Il 3 marzo è uscito il nuovo pezzo Tutto sbagliato, forse più sonoramente aggressivo delle altre, perché non è prettamente punk ma nemmeno indie. Oltre a Etta, mi affido nelle produzioni anche al grandissimo CELO (Pietro Celona), grazie al quale ho conosciuto DANU (Daniele Nunziata) e Still Charles (Carlo Aprea), con i quali collaboro quasi quotidianamente in studio. Poi ho conosciuto Cicco Sanchez (Gianluca Ciccorelli), Sami River (Pietro Gregori) e molti altri con i quali è venuto a crearsi un sodalizio di musica e soprattutto amicizia tra tutti noi, che in un ambiente così dispersivo é un bel punto di stabilità.

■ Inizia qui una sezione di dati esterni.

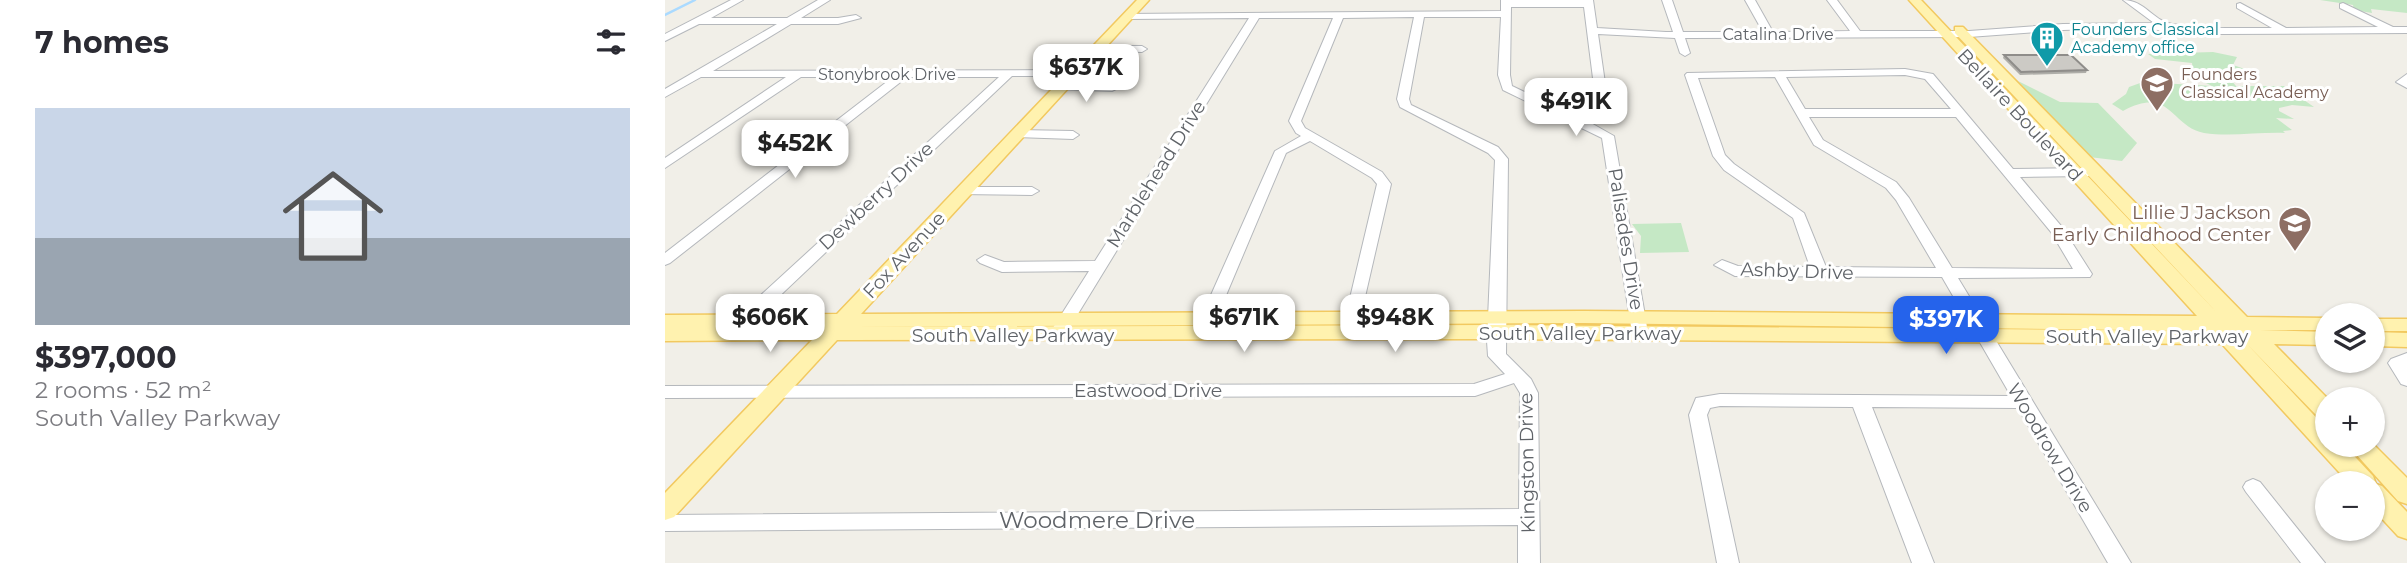 <!DOCTYPE html>
<meta charset="utf-8">
<style>
body{margin:0;font-family:Montserrat,sans-serif;background:#f7f7f7;color:#2b2b33;height:100vh;display:flex;flex-direction:column;font-size:26px;white-space:nowrap}
*{box-sizing:border-box;margin:0}
p{font-size:23px;color:#7c7c81}
.icon{flex:none;width:38px;height:38px;fill:none;stroke:currentColor;stroke-width:2;stroke-linecap:round;stroke-linejoin:round}
.map{position:relative;flex:1;overflow:hidden}
.sheet{display:flex;flex-direction:column;background:#fff;width:665px}
.sheet>*{flex:none}
.controls{position:absolute;left:1650px;top:303px;display:grid;gap:14px}
.controls a{display:grid;place-items:center;width:70px;height:70px;border-radius:50%;background:#fff;box-shadow:0 2px 5px #0004;font-size:35px}
.price{position:absolute;translate:-50% -60px;padding:0 16px;border-radius:14px;background:#fff;color:#222;font-size:23px;line-height:46px;filter:drop-shadow(0 2px 4px #0008)}
.price::after{content:'';position:absolute;left:50%;top:42px;width:21px;height:16px;margin-left:-10px;background:inherit;clip-path:polygon(0 0,100% 0,50% 100%)}
.price.current{background:#2563eb;color:#fff}
ul{padding:0;list-style:none}
li{display:grid;align-content:center;gap:14px;height:371px;padding:0 35px}
li+li{border-top:2px solid #e1e1e2}
li span{display:grid;place-items:center;height:217px;border-radius:0px;color:#555}
li>.icon{margin-inline-start:auto}
span .icon{width:126px;height:126px;fill:#fffc;stroke-width:1}
li b{font-size:30px}
h2{display:flex;justify-content:space-between;align-items:center;height:84px;padding:0 35px;font-size:30px}
main{display:flex;flex:1;min-height:0}
.map>svg:first-child{display:block}
</style>
<main>
<section class="sheet">
<h2>7 homes<svg class="icon" aria-label="filters" viewBox="0 0 24 24"><path d="M4 7h16M4 17h16"/><circle cx="9" cy="7" r="2"/><circle cx="15" cy="17" r="2"/></svg></h2>
<ul>
<li><span style="background:linear-gradient(#c9d6e8 60%,#9aa5b1 0)"><svg class="icon" aria-label="home" viewBox="0 0 24 24"><path d="M3 11l9-7 9 7M6 9v11h12V9"/></svg></span><div><b>$397,000</b><p>2 rooms · 52 m²</p><p>South Valley Parkway</p></div></li>
</ul>
</section>
<div class="map">
<svg width="1742" height="563" viewBox="0 0 1742 563">
<rect width="100%" height="100%" fill="#f1efe8"/>
<path fill="#c5e8c5" d="M1655,0H1742V13L1706,9L1707,13L1689,10L1688,5Z
M1548,52L1572,57L1568,65L1583,70L1579,75L1560,73L1571,86H1619L1649,107L1627,105L1614,108V111L1629,119L1611,118L1627,130L1618,131L1620,133C1594,132 1564,137 1539,133C1506,127 1506,85 1458,111L1447,104L1461,94L1464,87L1478,82L1547,86L1535,80L1528,72L1527,63L1490,59L1483,54Z
M1353,81L1395,102L1433,103L1472,143L1457,161L1424,157Z
M1016,223L1024,252L975,253L976,236L967,224Z"/>
<g fill="none" stroke-linecap="round" stroke-linejoin="round">
<path stroke="#aadaff" stroke-width="2.5" d="M0,15L30,0"/>
<defs>
<path id="minor" d="M66,0H78L46,18H122L153,0H165L136,18H173L191,15L196,18L173,24H126L48,71L409,70L415,73L409,76H347L85,324L79,325L71,320L73,316L334,77H242L5,263L0,265V253L228,77H136L0,168V158L121,77H36L0,97V89L112,24H34L0,41V34Z
M836,0H928L932,28L1001,32H1008L997,0H1007L1018,32H1098L1080,0H1090L1108,32L1185,31L1162,0H1172L1195,31H1304L1398,24L1489,23L1458,0C1480,0 1488,21 1507,24C1539,29 1574,28 1607,28L1572,8V4L1575,3L1621,28L1713,27L1675,8V4L1678,3L1728,27H1742V33L1556,34L1462,28L1398,30L1304,37L1020,38L1025,53L1020,56L1015,53L1010,38L933,34L944,111L926,123L949,136L983,333L975,338L967,333L937,138L838,90L833,75L836,17H759L744,99L746,105L833,147L843,159L841,354L866,379L873,393L875,563H853V525L0,531V515L854,509L855,393L849,383L810,396L0,398V386L809,384L840,374L823,356L822,341L830,160L823,153L735,107L732,99L749,17L678,18L636,121L640,128L717,172L726,184L691,336H679L677,332L712,184L707,178L645,141L621,153L546,331L538,336L530,331L610,151L636,136L631,133L624,121L668,18H594L400,335L394,336L386,331L424,271L337,272L315,263L312,260L320,255L339,262L430,261L584,18L463,19L460,18V14L836,11ZM846,7H919L932,110L916,119L847,86L845,75Z
M432,46H477L482,49L477,52L428,51L427,49Z
M1240,69L1268,74L1348,169L1423,168L1430,172L1423,176L1355,177L1397,227L1427,274L1425,277L1293,278L1466,563H1443L1353,408L1207,407L1269,563H1247L1188,407L1055,406L1045,408L1042,415L1074,563H1052L1024,415L1031,398L1055,394L1346,396L1277,277L1070,276L1049,265L1057,260L1073,266L1145,267L1128,218L1059,170L1048,156L1020,75L1022,73ZM1240,75L1260,79L1286,109H1140L1121,77ZM1110,77L1149,145L1221,188L1231,200L1271,268L1161,267L1139,213L1069,164L1060,155L1033,78ZM1144,117H1291L1386,232L1408,269L1287,268L1244,198L1231,182L1158,140Z
M1742,74V88L1731,82Z
M396,84L447,85L453,88L447,91L392,89L390,87Z
M352,130L408,131L414,135L408,139L348,137V131Z
M299,187H367L374,191L367,195L294,194L292,191L294,188Z
M1742,353V386L1736,384L1723,363L1726,359Z
M1588,479L1595,482L1660,563H1636L1581,492L1578,487L1581,482Z"/>
<path id="major" d="M472,0H484L196,314L919,311L1532,316L1244,0H1256L1556,317L1290,33V27H1298L1582,317L1662,318V330H1595L1662,332V345L1609,344L1663,399L1662,420L1654,418L1582,344L1662,429V444H1678L1708,476L1711,484L1717,486L1742,512V539L1733,536L1708,509V483H1684L1557,344L830,339L172,340L9,517L0,520V493L147,340L0,341V327H159H0V315L172,314ZM919,323L1545,331L830,325L184,327Z
M1708,319H1742V331H1708Z
M1708,332L1742,333V347L1708,346Z
M1682,444H1708L1742,478V504L1733,501Z"/>
</defs>
<use href="#minor" stroke="#b5b8bc" stroke-width="2"/>
<use href="#major" stroke="#f2c960" stroke-width="3"/>
<use href="#minor" fill="#fff" fill-rule="evenodd"/>
<use href="#major" fill="#fff2af" fill-rule="evenodd"/>
</g>
<path fill="#afaea9" d="M1339,55L1422,70L1421,73L1355,75L1338,58Z"/>
<path fill="#cccac5" stroke="#8f8d8a" stroke-width="2" d="M1339,55H1406L1422,70L1356,72Z"/>
<defs>
<symbol id="building-pin" viewBox="-11 -11 22 30"><path d="M0 17L-7.5 6A9.5 9.5 0 1 1 7.5 6Z" fill="#0f9aa8" stroke="#fff"/><path d="M-4-6H4V6H1V3H-1V6H-4ZM-2.5-4.3h1.7v1.8h-1.7ZM.8-4.3h1.7v1.8H.8ZM-2.5-1h1.7V.8h-1.7ZM.8-1h1.7V.8H.8Z" fill="#fff"/></symbol>
<symbol id="school-pin" viewBox="-11 -11 22 30"><path d="M0 17L-7.5 6A9.5 9.5 0 1 1 7.5 6Z" fill="#8d6e63" stroke="#fff"/><path d="M0-5L7-2L0 1L-7-2ZM-4 1L0 2.5L4 1V4Q0 6-4 4Z" fill="#fff"/></symbol>
</defs>
<g fill-rule="evenodd">
<use href="#building-pin" x="1363" y="19" width="38" height="52"/>
<use href="#school-pin" x="1473" y="64" width="38" height="52"/>
<use href="#school-pin" x="1611" y="204" width="38" height="52"/>
</g>
<g text-anchor="middle" dominant-baseline="central" stroke-width="6" stroke-linejoin="round" paint-order="stroke">
<g font-size="16" fill="#0d838f" stroke="#fff" text-anchor="start">
<text x="1406" y="29">Founders Classical<tspan x="1406" dy="18">Academy office</tspan></text>
</g>
<g font-size="16" fill="#5f6368" stroke="#fff">
<text x="1113" y="34">Catalina Drive</text>
<text x="222" y="74">Stonybrook Drive</text>
</g>
<g font-size="16" fill="#785e54" stroke="#fff" text-anchor="start">
<text x="1516" y="74">Founders<tspan x="1516" dy="18">Classical Academy</tspan></text>
</g>
<g font-size="19" fill="#5f6368" stroke="#fff">
<text transform="translate(1355 115) rotate(47)">Bellaire Boulevard</text>
<text transform="translate(491 174) rotate(-58)">Marblehead Drive</text>
<text transform="translate(211 196) rotate(-43)">Dewberry Drive</text>
<text transform="translate(961 239) rotate(81)">Palisades Drive</text>
<text transform="translate(239 255) rotate(-47)">Fox Avenue</text>
<text transform="translate(1132 271) rotate(2)">Ashby Drive</text>
<text x="915" y="333">South Valley Parkway</text>
<text x="348" y="335">South Valley Parkway</text>
<text x="1482" y="336">South Valley Parkway</text>
<text x="483" y="390">Eastwood Drive</text>
<text transform="translate(1385 448) rotate(59)">Woodrow Drive</text>
<text transform="translate(862 463) rotate(-91)">Kingston Drive</text>
</g>
<g font-size="19" fill="#785e54" stroke="#fff" text-anchor="end">
<text x="1606" y="212">Lillie J Jackson<tspan x="1606" dy="22">Early Childhood Center</tspan></text>
</g>
<g font-size="23" fill="#5f6368" stroke="#fff">
<text x="432" y="520">Woodmere Drive</text>
</g>
</g>
</svg>
<div class="controls">
<a><svg class="icon" aria-label="layers" viewBox="0 0 24 24"><path d="M12 4l9 5-9 5-9-5zM3 14l9 5 9-5"/></svg></a>
<a>+</a>
<a>−</a>
</div>
<b class="price" style="left:421px;top:104px">$637K</b>
<b class="price" style="left:911px;top:138px">$491K</b>
<b class="price" style="left:130px;top:180px">$452K</b>
<b class="price" style="left:105px;top:354px">$606K</b>
<b class="price" style="left:579px;top:354px">$671K</b>
<b class="price" style="left:730px;top:354px">$948K</b>
<b class="price current" style="left:1281px;top:356px">$397K</b>
</div>
</main>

Quindi, in che direzione stai andando?
Vorrei arrivare ad un punto in cui la mia identità, come modo di scrivere e di cantare, sia sufficientemente forte e riconoscibile da permettermi di mettere la mia impronta su un brano, a prescindere dal genere. Per capirci: Maledetta estate e Tutto sbagliato non hanno molto in comune da un punto di vista di sound, se non il fatto che fanno parte del mio stile personale. La cosa bella dell’indie è che non é un vero e proprio genere musicale, quanto più un modo di vedere le cose. Lo interpreto quindi con molta libertà, anche se il lavoro con CELO mi ha fatto capire che a volte qualche compromesso, senza snaturarmi, mi permette di mantenere una coerenza ed essere anche più convinto dei miei stessi brani a distanza di tempo, senza lasciarmi oltremodo trascinare dalla foga del momento.
Grazie mille per questa bellissima intervista.
Grazie a voi per lo spazio che mi avete dedicato.